In Salt Lake City and Provo, Utah, the economic surge is so strong that a U-Haul dealership may be the second-hottest investment in town.

The first? A home.

With 10 to 15 percent annual price jumps, "People are buying houses, keeping them for a year, then selling them and making a profit," says Ernie Goss, a Creighton University economics professor in Omaha, Neb.

While the rate of Rocky Mountain economic growth is slowing overall, it still outpaces the rest of the country. And Utah leads the way, with robust construction and manufacturing sectors, says Professor Goss.

The overall growth rate here is double the nation's, according to the latest Western Blue Chip Economic Forecast published by Arizona State University. "The region is doing well and is likely to continue to grow," Goss surmises.

But in some places, such as Colorado, the pace of job growth has throttled back and home sales have shrunk. Even population growth regionally isn't rising as fast.

The West is rapidly shifting gears, in some areas more smoothly than others. Land-based industries that have traditionally dominated - mining, logging, ranching, and agriculture - are giving way to advanced technology and telecommunications industries.

Colorado's oil and gas sector, once an economic mainstay, now provides less than 1 percent of jobs. Meanwhile, real estate development, financial services, technology, and international trade have become major employers.

The economic picture in Wyoming may be the region's least promising.
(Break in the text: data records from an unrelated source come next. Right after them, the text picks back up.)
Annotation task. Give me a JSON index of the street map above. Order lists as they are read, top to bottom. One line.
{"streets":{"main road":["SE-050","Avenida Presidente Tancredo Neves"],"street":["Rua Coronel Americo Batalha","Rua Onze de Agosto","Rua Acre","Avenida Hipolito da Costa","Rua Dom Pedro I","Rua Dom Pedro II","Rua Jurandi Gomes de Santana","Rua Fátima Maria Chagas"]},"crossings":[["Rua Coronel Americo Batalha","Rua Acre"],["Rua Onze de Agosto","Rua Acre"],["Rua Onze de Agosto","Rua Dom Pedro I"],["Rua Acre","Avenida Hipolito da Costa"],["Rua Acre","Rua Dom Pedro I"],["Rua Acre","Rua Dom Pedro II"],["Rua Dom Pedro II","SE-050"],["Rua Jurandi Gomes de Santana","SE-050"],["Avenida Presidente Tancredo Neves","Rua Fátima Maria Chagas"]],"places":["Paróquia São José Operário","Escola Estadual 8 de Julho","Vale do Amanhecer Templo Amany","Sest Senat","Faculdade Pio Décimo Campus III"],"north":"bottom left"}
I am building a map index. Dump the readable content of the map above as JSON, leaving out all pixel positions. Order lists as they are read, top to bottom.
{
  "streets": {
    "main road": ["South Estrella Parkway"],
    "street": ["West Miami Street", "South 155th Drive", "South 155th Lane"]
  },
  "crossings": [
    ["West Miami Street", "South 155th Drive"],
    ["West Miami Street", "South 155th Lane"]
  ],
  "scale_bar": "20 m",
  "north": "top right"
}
But in Idaho, manufacturing and high-tech companies are boosting job growth.

In Colorado, the real estate market is starting to smart from unmet expectations. Sales agents say resale homes now sit longer on the market and sellers aren't getting hoped-for prices. High construction rates in the Denver area are outstripping demand, creating a retail space glut.
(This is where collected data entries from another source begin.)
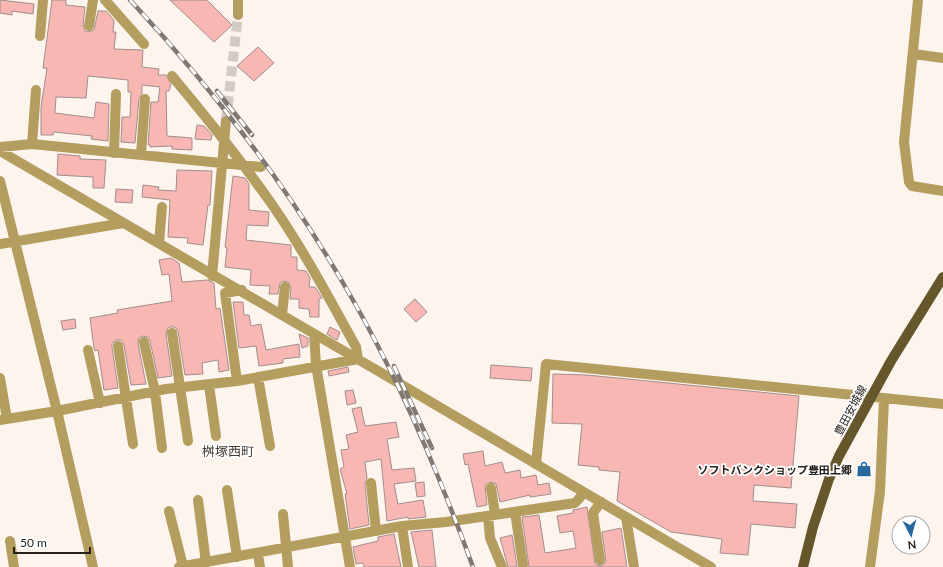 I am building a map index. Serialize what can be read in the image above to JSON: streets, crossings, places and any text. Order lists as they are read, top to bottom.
{
  "streets": {
    "main road": ["豊田安城線"]
  },
  "districts": ["桝塚西町"],
  "places": {
    "shop": ["ソフトバンクショップ豊田上郷"]
  },
  "scale_bar": "50 m",
  "north": "bottom"
} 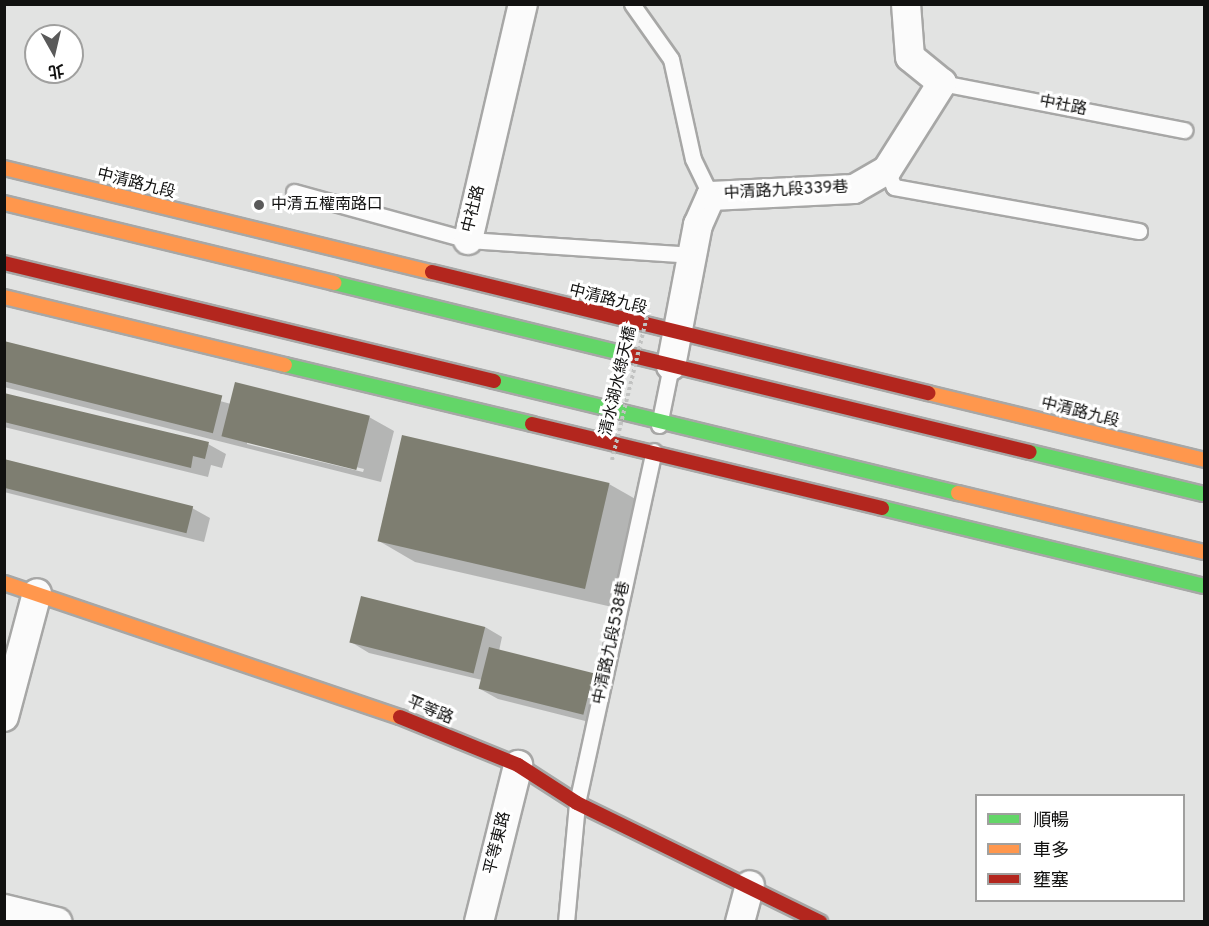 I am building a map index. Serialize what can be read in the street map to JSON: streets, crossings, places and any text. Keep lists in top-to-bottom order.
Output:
{
  "streets": {
    "main road": ["中清路九段", "平等路"],
    "street": ["中社路", "中清路九段339巷", "平等東路"],
    "lane": ["中清路九段538巷"],
    "path": ["清水湖水綠天橋"]
  },
  "crossings": [
    ["中社路", "中清路九段339巷"],
    ["中清路九段", "中清路九段339巷"],
    ["中清路九段339巷", "中清路九段538巷"],
    ["中清路九段538巷", "平等路"],
    ["平等路", "平等東路"]
  ],
  "places": ["中清五權南路口"],
  "legend": ["順暢", "車多", "壅塞"],
  "north": "bottom"
}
"We've built too much, and there aren't enough new businesses to fill it up," says Tucker Hart Adams, chief economist for Colorado National Bank in Denver.


By Daniel B. Wood

Staff writer of The Christian Science Monitor


California has won its jobs offensive after years of defense cutbacks. Washington is soaring on the wings of a Boeing Aircraft turnaround. Oregon is conducting a semiconductor revolution.
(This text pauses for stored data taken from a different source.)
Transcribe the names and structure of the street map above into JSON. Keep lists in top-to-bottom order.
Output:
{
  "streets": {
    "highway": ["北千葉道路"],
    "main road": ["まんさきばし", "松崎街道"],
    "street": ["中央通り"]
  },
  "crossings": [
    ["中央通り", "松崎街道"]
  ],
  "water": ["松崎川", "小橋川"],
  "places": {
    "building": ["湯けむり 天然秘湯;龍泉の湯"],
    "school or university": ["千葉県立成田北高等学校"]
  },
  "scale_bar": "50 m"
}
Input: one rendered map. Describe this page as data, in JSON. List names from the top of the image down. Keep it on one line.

These Pacific Coast state economies are humming along more than at any time since the late 1980s, economists say. The Golden State, with the world's seventh-largest economy, has more than recovered the 350,000 to 500,000 jobs lost with post-Cold-War defense downsizing. A well-balanced expansion is adding yet another 25,000 to 30,000 jobs per month - 1 of every 8 new jobs being created nationwide.

The new employment is driven by international trade, entertainment, tourism, manufacturing, and construction. "If you think of any 21st-century growth industry, chances are California is in the lead," says Steve Levy of the Center for the Continuing Study of the California Economy.

The state's population outflow has largely been stemmed and young migrants are coming. Government attempts to loosen businesses' tax and regulatory burdens have slowed the exodus of firms to other states.

Significantly, economists note that the California rebound is really a "structural recovery," in which the jobs being added are in new or changing industries. It is not simply a revival of the existing industrial base.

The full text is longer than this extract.